▶ Exercise brief
Go through the data below and return each line containing the word "linejoin".

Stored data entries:

:::

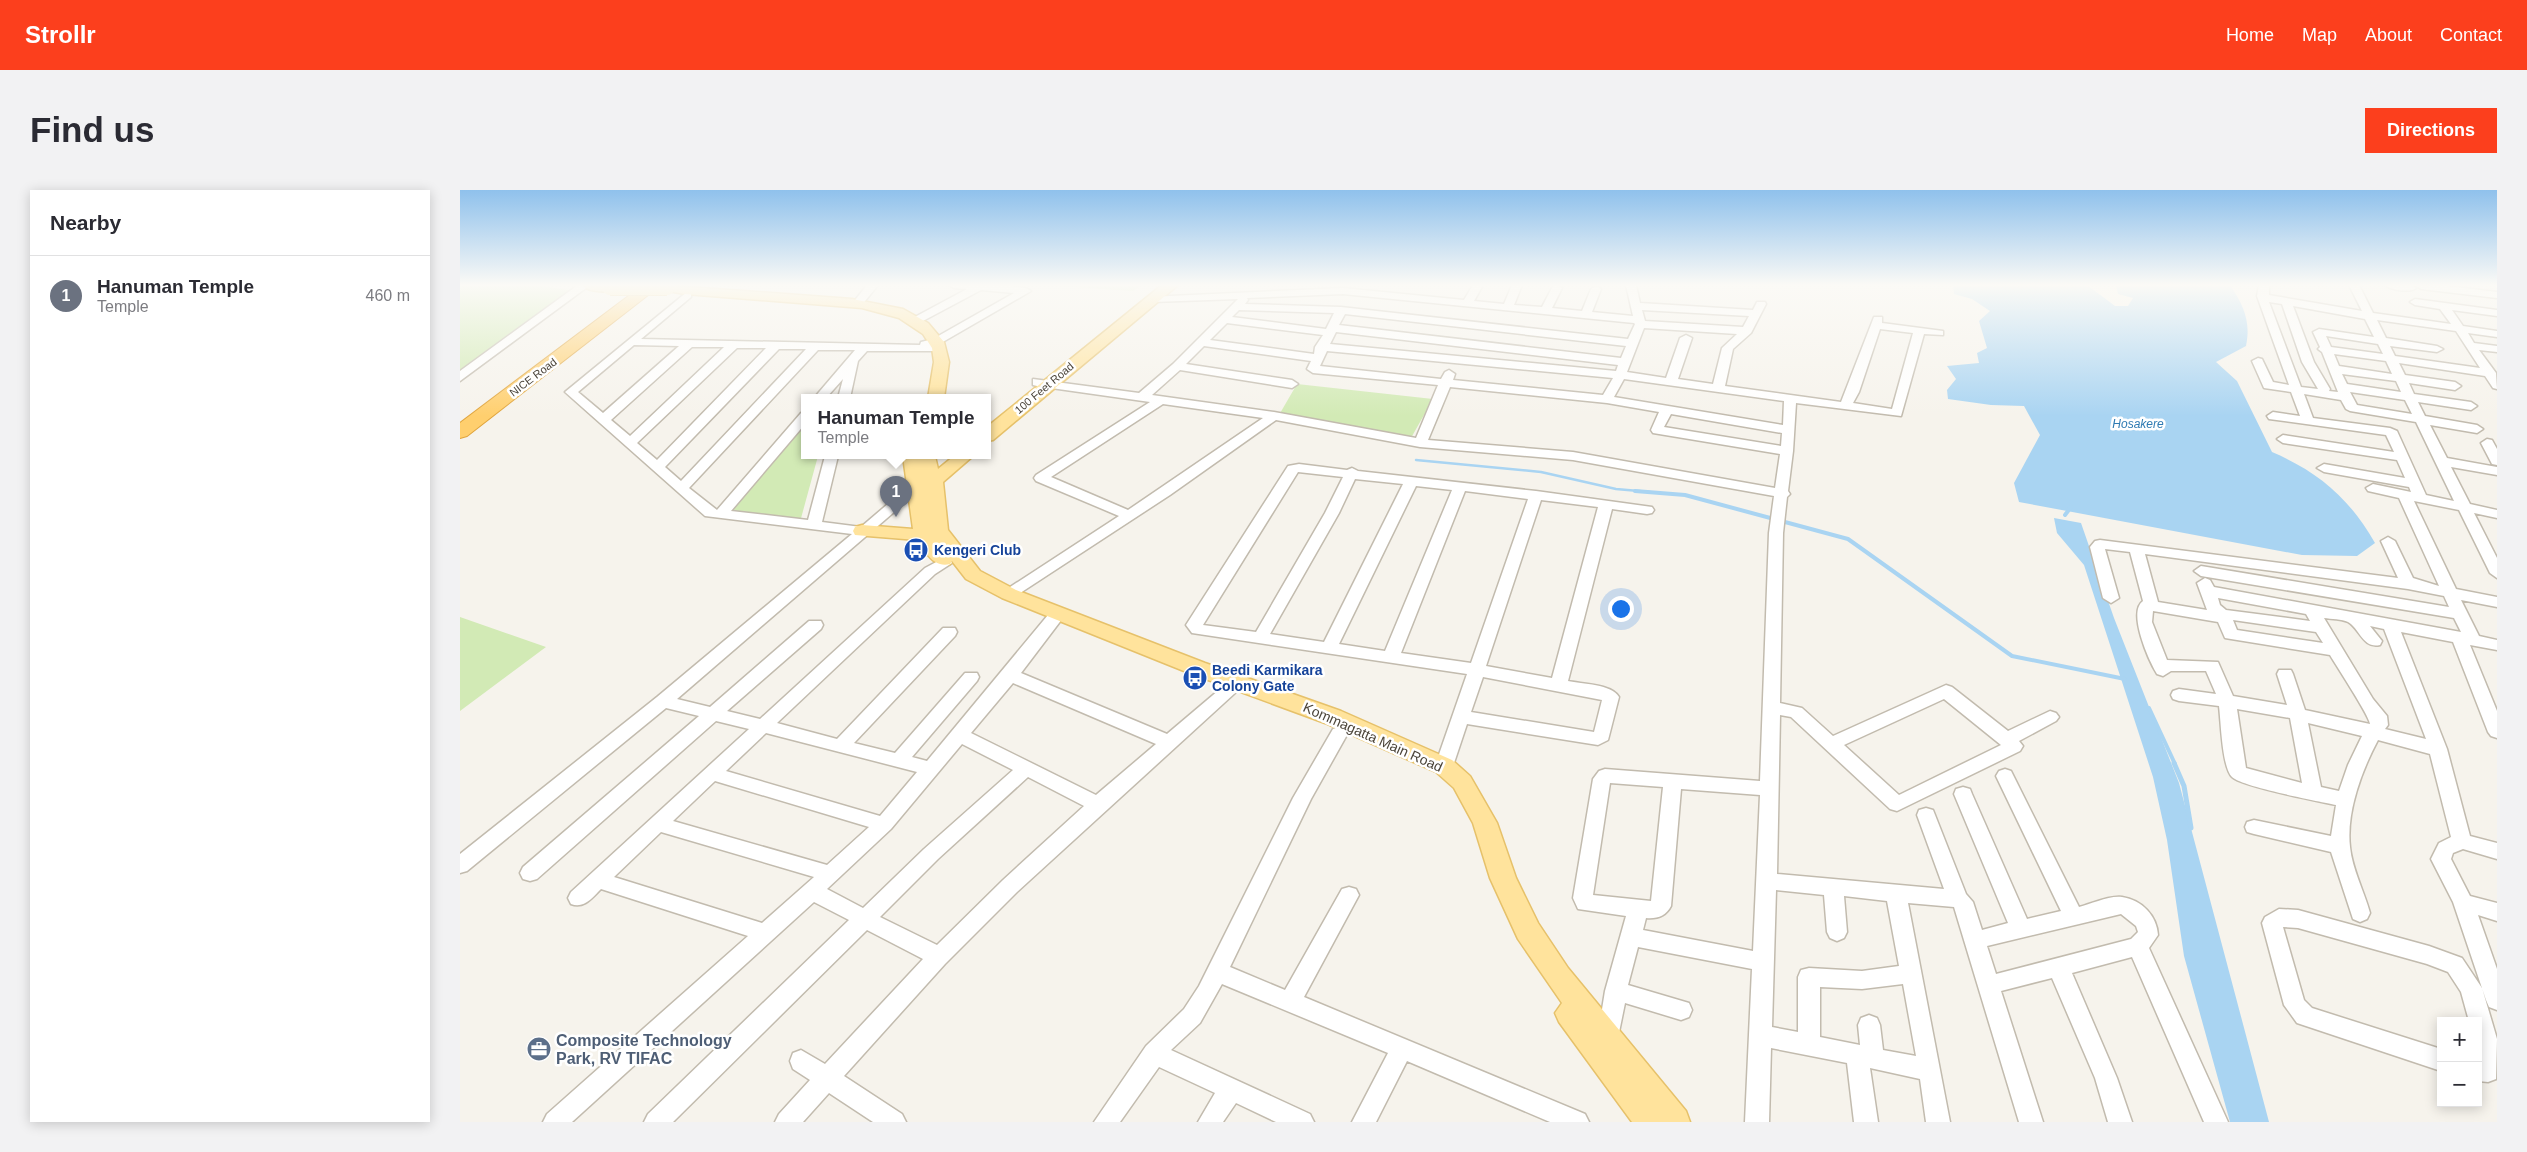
<!DOCTYPE html>
<meta charset="utf-8">
<style>
body{margin:0;font-family:Helvetica,sans-serif;background:#f2f2f3;color:#2b2b33}
.controls{position:absolute;right:15px;bottom:15px;display:grid;overflow:hidden;border-radius:0px;box-shadow:0 2px 12px #0003}
.controls button{width:45px;height:45px;display:grid;place-items:center;padding:0;border:0;border-bottom:1px solid #e1e1e2;background:#fff;color:#2b2b33;font:25px sans-serif}
.you{position:absolute;left:1160px;top:418px;width:18px;height:18px;margin:-12px;border:4px solid #fff;border-radius:50%;background:#1a73e8;box-shadow:0 0 0 8px #1a73e833}
.badge{display:grid;place-items:center;width:32px;height:32px;border-radius:50%;background:#fc3f1d;color:#fff;font-size:16px;font-weight:700}
.pin{position:absolute;translate:-50% -41px;filter:drop-shadow(0 1px 2px #0008)}
.pin::after{content:'';position:absolute;top:26px;width:18px;height:15px;background:inherit;clip-path:polygon(0 0,100% 0,50% 100%)}
.popup{position:absolute;left:341px;top:204px;width:190px;height:65px;box-sizing:border-box;display:grid;place-content:center;border-radius:0px;background:#fff;filter:drop-shadow(0 1px 4px #0005);font-size:16px;white-space:nowrap;color:#7c7c81}
.popup b{font-size:19px;color:#2b2b33}
.popup::after{content:'';position:absolute;left:50%;top:100%;margin-left:-10px;border:10px solid transparent;border-top-color:#fff}
.list{margin:0;padding:0;list-style:none}
h2{display:flex;justify-content:space-between;align-items:center;height:65px;margin:0;padding:0 20px;font-size:21px}
h2 small{font-size:16px;font-weight:400;color:#7c7c81}
.list li{display:grid;grid-template-columns:32px 1fr auto;gap:15px;align-items:center;box-sizing:border-box;height:80px;padding:0 20px;border-top:1px solid #e1e1e2}
.list b{display:block;font-size:19px;white-space:nowrap}
.list p{margin:0;font-size:16px;white-space:nowrap;color:#7c7c81}
.list em{font-size:16px;font-style:normal;color:#7c7c81}
.map{position:relative;flex:none;width:2037px;height:932px;overflow:hidden;border-radius:0px}
header{display:flex;align-items:center;gap:30px;box-sizing:border-box;height:70px;padding:0 25px;background:#fc3f1d;color:#fff}
header strong{font-size:24px}
nav{display:flex;gap:28px;margin-inline-start:auto;font-size:18px}
.intro{display:flex;align-items:center;justify-content:space-between;box-sizing:border-box;height:120px;padding:0 30px}
h1{margin:0;font-size:35px}
.button{padding:12px 22px;border-radius:0px;background:#fc3f1d;color:#fff;font-size:18px;font-weight:700}
main{display:flex;gap:30px;padding:0 30px}
aside{flex:1;background:#fff;border-radius:0px;box-shadow:0 2px 12px #0003}
.map>svg:first-child{display:block}
.green{fill:#d2eab5}
.water{fill:#a9d4f2}
.lines{fill:none;stroke-linecap:round;stroke-linejoin:round}
.stream-far2{stroke:#a9d4f2;stroke-width:2.5}
.stream-far1{stroke:#a9d4f2;stroke-width:4}
.stream{stroke:#a9d4f2;stroke-width:5}
.minor-casing{stroke:#c2bbae;stroke-width:3}
.major-casing{stroke:#e6c16a;stroke-width:3}
.highway-casing{stroke:#e0a43c;stroke-width:2}
.minor{fill:#fff;fill-rule:evenodd}
.major{fill:#ffe39c;fill-rule:evenodd}
.highway{fill:#ffcf6e;fill-rule:evenodd}
.major-bridge-casing{stroke:#e6c16a;stroke-width:18;stroke-linecap:butt}
.major-bridge{stroke:#ffe39c;stroke-width:16}
.labels{text-anchor:middle;stroke-width:5;stroke-linejoin:round;paint-order:stroke}
.far-street-label{font-size:11px;fill:#4b4439;stroke:#fff}
.far-water-label{font-size:12px;font-style:italic;fill:#2e7ab2;stroke:#fff}
.transit-label{font-size:14px;font-weight:bold;fill:#164399;stroke:#fff;text-anchor:start}
.street-label{font-size:14px;fill:#4b4439;stroke:#fff}
.near-service-label{font-size:16px;font-weight:bold;fill:#4e5e75;stroke:#fff;text-anchor:start}
</style>
<header>
<strong>Strollr</strong>
<nav><a>Home</a><a>Map</a><a>About</a><a>Contact</a></nav>
</header>
<div class="intro"><h1>Find us</h1><a class="button">Directions</a></div>
<main>
<aside>
<h2>Nearby<small></small></h2>
<ul class="list">
<li><span class="badge" style="background:#6b7280">1</span><div><b>Hanuman Temple</b><p>Temple</p></div><em>460 m</em></li>
</ul>
</aside>
<div class="map">
<svg width="2037" height="932" viewBox="0 0 2037 932">
<rect width="100%" height="100%" fill="#f6f3ec"/>
<!-- green -->
<path class="green" d="M0,95H75L122,102L0,183Z
M585,95H682L673,101Z
M837,194L973,209L951,248L819,225Z
M345,232V266H358L340,332L268,321Z
M0,427L86,457L0,521Z"/>
<!-- water -->
<path class="water" d="M1493,95H1627L1655,116H1668L1673,108L1658,104L1656,95H1770C1784,116 1791,132 1786,156L1756,172L1777,191L1812,262C1859,282 1890,309 1915,353L1897,366L1842,365L1559,312L1554,293L1580,245L1564,216L1531,215L1488,209L1487,200L1496,189L1487,176L1519,173L1517,163L1527,158L1519,131L1530,121L1512,109L1494,104Z
M1594,328L1621,333L1654,428L1719,593L1809,932H1770L1724,766L1707,650L1693,587L1624,375L1597,343Z"/>
<g class="lines">
<!-- stream-far2 -->
<path class="stream-far2" d="M956,270L1081,282L1156,299L1190,302"/>
<!-- stream-far1 -->
<path class="stream-far1" d="M1175,301L1225,305L1388,349L1552,466L1665,489
M1605,325L1611,317
M1689,518L1715,574"/>
<!-- stream -->
<path class="stream" d="M1714,573L1724,596L1731,638"/>
<defs>
<path id="minor" d="M118,95H130L0,191V181Z
M407,95H418L401,116H393L392,114Z
M489,95C504,95 562,93 571,101L481,153L473,155L483,157V161H407L398,171L390,208H378L383,189L366,208H354L395,160H358L229,298L257,320L341,223L345,222V234L271,321L348,330L365,266H378L362,332L401,337L450,295L455,294L462,298L217,509L250,517L349,431H361L363,435L361,439L267,521L300,529L465,378L480,370H490L492,373L475,384L317,533L377,549L483,438H495L497,442L495,446L394,553L435,563L505,483H517L519,487L517,491L452,567L467,571L588,425L594,424L602,429L561,483L707,544L772,489H784L786,493L557,702L485,774L384,886L442,924L446,932H413L369,903L343,932H315L319,924L350,890L333,879L330,871L333,863L341,860L365,874L463,769L407,740L213,932H184L188,924L389,730L354,712L112,932H83L87,924L288,746L141,699C132,708 124,719 111,714L108,708L111,702L289,539L256,531L77,689L70,691L63,689L60,683L63,677L239,526L206,518L7,681L0,683V664L197,507L392,344L245,326L105,202L227,102L231,103V107L181,149L460,155L461,152L473,149L554,103L521,100L461,132H453V128L507,99L494,98ZM174,155L219,156L143,223L118,202ZM232,157H264L170,246L151,230ZM277,158H306L197,270L177,253ZM319,159H346L221,291L205,277ZM553,493L696,554L636,605L511,543ZM306,543L457,582L420,626L266,581ZM502,554L553,580L464,659L403,718L367,699L431,639ZM568,587L624,616L543,690L477,755L420,727L478,669ZM255,591L409,637L367,675L213,631ZM201,642L354,687L302,733L154,687Z
M1013,95H1023L1014,111L1044,114L1052,95H1062L1054,115L1082,117L1093,96L1098,95L1102,98L1092,118L1122,121L1131,99L1136,96L1141,99L1132,122L1173,126L1166,95H1176L1180,113L1293,120L1297,112H1305L1306,114L1291,143L1273,159L1265,196L1381,212L1414,127H1422V133L1483,141V145L1464,144L1441,226L1336,213L1333,261L1328,301L1330,304L1327,307L1323,343L1320,513L1342,518L1373,546L1486,495L1492,497L1548,541L1590,521L1596,523L1599,527L1596,531L1559,551L1563,556L1560,561L1437,621L1430,619L1331,527L1320,525L1317,684L1484,699L1457,625L1459,620L1466,618L1473,620L1475,625L1506,704L1513,712L1522,740L1548,733L1494,604L1496,599L1503,597L1510,599L1512,604L1567,729L1601,721L1536,586L1539,581L1545,579L1551,581L1619,717C1631,714 1650,705 1662,707C1682,710 1697,726 1698,745L1689,758L1768,932H1744L1672,767L1612,783L1657,888L1672,932H1648L1635,888L1592,788L1541,801L1583,932H1559L1494,717L1448,713L1490,932H1466L1460,889L1410,878L1418,932H1394L1387,873L1311,858L1309,932H1285L1292,779L1178,757L1168,795L1229,813L1232,820L1229,827L1221,830L1165,813L1156,857L1148,860L1140,857L1137,850L1145,801L1166,726L1118,719L1113,708L1133,589L1139,581L1145,579L1300,591L1309,343L1314,306L1113,270L960,257L816,230L710,305L554,407H544L541,404L544,401L659,326L576,291L574,288L576,285L690,212L577,196L573,195V189L679,203L713,174L778,109L692,112L687,109L688,107L883,98L1004,110ZM883,104L1174,133L1175,134L1168,149L881,117L785,114L788,110L787,108ZM779,120L874,123L866,139L772,127ZM1182,120L1289,126L1283,137L1185,131ZM885,124L1166,156L1161,168L879,135ZM767,133L863,145L855,157L854,164L750,150ZM1184,138L1277,144L1262,158L1253,194L1218,189L1232,148L1226,145L1220,148L1206,188L1167,182ZM1420,139L1453,143L1432,219L1393,213L1399,202ZM876,142L1158,175L1156,181L870,154ZM744,156L851,171L847,179L853,183L978,195L956,248L814,222L692,205L720,180L832,198L838,194L832,190L726,174ZM867,161L1153,188L1143,205L993,190L995,184L989,180L985,182L981,189L860,176ZM1164,189L1324,211L1323,235L1154,207ZM990,197L1147,213L1199,222L1191,240L1193,243L1320,264L1315,298L1113,262L968,250ZM703,214L803,228L668,320L591,287ZM1211,224L1322,243L1321,256L1204,237ZM1484,509L1541,555L1439,605L1384,555ZM1150,593L1203,597L1191,711L1133,705ZM1221,599L1300,605L1293,761L1183,740L1186,728C1197,729 1206,726 1211,716ZM1316,700L1364,705L1367,742L1370,748L1377,751L1384,748L1387,742L1384,706L1427,711L1439,776L1402,781L1349,778L1341,780L1338,787V842L1312,837ZM1661,724L1676,736L1678,742L1671,749L1536,784L1527,756ZM1443,794L1456,866L1423,860L1420,835L1417,828L1409,825L1401,828L1398,835L1400,855L1360,847V797L1402,799Z
M1799,95H1809V105L1902,121L1889,95H1899L1913,123L1991,134L1980,119L1955,115L1950,112L1955,109L2037,120V126L1992,120L2003,136L2037,141V147L2008,143L2014,153L2037,156V162L2019,160L2036,183L2037,199L2033,198L2025,186L1939,173L1945,185L1995,192L2001,196L1995,200L1949,193L1954,204L2011,212L2017,216L2011,220L1958,212L1965,226L2017,235L2023,239L2017,243L1970,235L1987,268L2037,277V285L1991,277L2010,314L2037,320V328L2014,323L2037,368V388L2030,383L1999,320L1954,311L1996,399L2037,407V417L2001,410L2019,446L2037,450V460L2010,455L2037,521V548L2031,546L2028,542L1993,452L1941,442L1987,559L2010,646L2037,653V669L2003,659L1993,663L1991,669L2010,706L2037,713V731L2018,725L2037,779V820L2029,817L2026,810L1993,712L1971,669L1979,653L1991,647L1970,564L1918,550C1902,580 1886,622 1890,657C1892,679 1904,701 1910,723L1907,729L1900,732L1893,729L1871,662L1794,644L1787,642L1785,637L1787,632L1794,630L1871,646L1876,615C1858,611 1782,597 1772,587C1762,577 1761,532 1759,516L1719,511L1713,509L1711,505L1713,501L1719,499L1756,504L1746,481H1711L1703,486L1697,484C1689,471 1667,422 1683,411L1670,362L1645,359L1659,408L1651,413L1643,408L1630,357L1635,351L1640,350L1938,388L1921,351L1928,347L1935,351L1953,388L1979,396L1939,308L1908,301L1906,298L1913,294L1951,302L1949,297L1864,282L1857,278L1864,274L1945,288L1937,270L1823,253L1817,249L1823,245L1934,262L1926,245L1809,229L1807,226L1813,222L1840,226L1831,202L1804,198L1792,171L1798,168L1802,169L1813,192L1829,195L1797,106ZM1809,112L1822,114L1842,172L1858,199L1841,197ZM1833,116L1905,129L1914,147L1859,139L1853,142L1860,157L1858,159L1862,162L1878,202L1869,201L1870,199L1854,172ZM1917,130L1996,141L2020,178L1935,166L1930,156L1977,162L1983,159L1977,156L1926,148ZM1866,146L1918,154L1923,164L1871,157ZM1874,164L1926,171L1932,184L1879,176ZM1882,184L1936,191L1941,202L1887,194ZM1890,202L1945,210L1952,224L1897,215ZM1844,204L1881,210L1886,219L1890,221L1956,232L1994,311L1966,305L1937,241L1930,238L1853,228ZM1685,364L1948,399L1984,406L1989,417L1741,376L1734,381L1741,386L1994,428L2001,442L1754,397L1750,390L1745,388L1737,393L1747,420L1698,412ZM1758,408L1846,424L1850,431L1766,420L1760,415ZM1693,421L1758,432L1765,448L1771,449L1870,465C1877,477 1909,525 1910,534L1845,520L1833,484L1831,480H1819L1817,484L1827,515L1773,506L1758,472L1707,470L1692,432ZM1864,428C1871,429 1882,429 1888,432C1900,439 1903,459 1920,455L1922,451L1910,436L1924,439L1966,549L1925,539L1928,535L1927,526L1913,509ZM1773,430L1856,442L1863,453L1777,440ZM1777,519L1830,528L1842,593L1786,578ZM1848,533L1902,546L1888,575L1879,601L1861,597Z
M1925,95H1952L1956,98C1950,103 1931,100 1925,95Z
M1956,95H1979L2037,102V108L1961,99Z
M2027,249L2032,250L2037,259V275L2032,274L2021,253Z
M839,274L887,280L892,278L898,281L1076,301L1192,317L1194,320L1192,323L1187,324L1152,319L1108,491C1122,494 1152,494 1159,507L1148,550L1138,555L1007,534L993,576L990,581L984,583L978,581L975,576L1007,484L732,443L726,435L828,276ZM838,282L883,287L865,323L796,442L743,435ZM895,289L943,294L864,452L810,444L879,323ZM956,296L992,300L925,461L879,454ZM1005,301L1068,309L1011,473L941,463ZM1081,310L1138,317L1092,488L1026,476ZM1023,487L1142,510L1134,542L1011,522Z
M879,537L885,539L888,543L851,609L770,777L825,800L882,699L889,697L896,699L899,705L844,807L1125,924L1129,932H1090L947,871L916,932H892L928,863L762,794L740,833L711,860L850,924L854,932H816L776,913L763,932H738L755,903L699,877L660,932H634L686,856L724,819L739,796L833,608L873,539Z
M1819,719L1838,720L1969,756L2002,768L2022,798L2037,849L2036,889L2028,892L2018,891V869H2020L2018,831H2009L2001,802L1988,782L1967,774L1838,738L1823,737L1844,810L1852,818L1981,859V881L1837,833L1824,815L1802,733L1805,727Z"/>
<path id="major" d="M122,95H155L157,97C151,104 128,102 122,95Z
M202,95L392,109L443,119L468,133L484,152L489,172L484,208H468L474,172L472,158L463,144L439,128L402,118L225,104L202,100Z
M702,95H718L533,250L527,251V237Z
M443,266H475L478,279L494,266H513L483,292L488,340L520,381L556,400L745,473L881,521L992,570L1010,586L1037,633L1056,688L1078,733L1108,778L1226,921L1230,932H1172L1099,832L1095,823L1102,813L1058,749L1030,688L1013,633L994,598L976,582L865,533L729,483L542,408L506,389L492,371L490,374C473,378 466,362 457,350L395,345L393,341L395,337L402,335L453,339Z"/>
<path id="highway" d="M183,95H201L7,246L0,248V233Z"/>
</defs>
<!-- minor casing -->
<use href="#minor" class="minor-casing"/>
<!-- major casing -->
<use href="#major" class="major-casing"/>
<!-- highway casing -->
<use href="#highway" class="highway-casing"/>
<!-- minor -->
<use href="#minor" class="minor"/>
<!-- major -->
<use href="#major" class="major"/>
<!-- highway -->
<use href="#highway" class="highway"/>
<defs>
<path id="major-bridge" d="M150,97H207"/>
</defs>
<!-- major-bridge casing -->
<use href="#major-bridge" class="major-bridge-casing"/>
<!-- major-bridge -->
<use href="#major-bridge" class="major-bridge"/>
</g>
<!-- sky -->
<linearGradient id="sky" x2="0" y2="1"><stop stop-color="#8fc1ec"/><stop offset="0.42" stop-color="#fbfaf6"/><stop offset="1" stop-color="#fbfaf6" stop-opacity="0"/></linearGradient>
<rect width="2037" height="226" fill="url(#sky)"/>
<!-- icons -->
<defs>
<symbol id="bus-disc" viewBox="-11 -11 22 22"><circle r="9.5" fill="#1a4fb4" stroke="#fff"/><path d="M-5-6H5V4H4V6H2V4H-2V6H-4V4H-5ZM-3.5-4V0h7V-4ZM-3.5 1.2v1.5H-2V1.2ZM2 1.2v1.5H3.5V1.2Z" fill="#fff"/></symbol>
<symbol id="office-disc" viewBox="-11 -11 22 22"><circle r="9.5" fill="#5c6f8a" stroke="#fff"/><path d="M-6-3h4V-5.5h4V-3h4V5H-6ZM-1-4.5V-3h2v-1.5ZM-6 0V1H6V0Z" fill="#fff"/></symbol>
</defs>
<g fill-rule="evenodd">
<use href="#bus-disc" x="442" y="346" width="28" height="28"/>
<use href="#bus-disc" x="721" y="474" width="28" height="28"/>
<use href="#office-disc" x="65" y="845" width="28" height="28"/>
</g>
<g class="labels">
<!-- far-street labels -->
<g class="far-street-label">
<text transform="translate(73 187) rotate(-37)" y="4">NICE Road</text>
<text transform="translate(584 198) rotate(-40)" y="4">100 Feet Road</text>
</g>
<!-- far-water labels -->
<g class="far-water-label">
<text x="1678" y="238">Hosakere</text>
</g>
<!-- transit labels -->
<g class="transit-label">
<text x="474" y="365">Kengeri Club</text>
<text x="752" y="485">Beedi Karmikara<tspan x="752" dy="16">Colony Gate</tspan></text>
</g>
<!-- street labels -->
<g class="street-label">
<text transform="translate(913 547) rotate(24)" y="5">Kommagatta Main Road</text>
</g>
<!-- near-service labels -->
<g class="near-service-label">
<text x="96" y="856">Composite Technology<tspan x="96" dy="18">Park, RV TIFAC</tspan></text>
</g>
</g>
</svg>
<div class="controls">
<button>+</button>
<button>−</button>
</div>
<div class="you"></div>
<div class="pin badge" style="left:436px;top:327px;background:#6b7280">1</div>
<div class="popup"><b>Hanuman Temple</b>Temple</div>
</div>
</main>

:::

▶ Solution for this problem
.lines{fill:none;stroke-linecap:round;stroke-linejoin:round}
.labels{text-anchor:middle;stroke-width:5;stroke-linejoin:round;paint-order:stroke}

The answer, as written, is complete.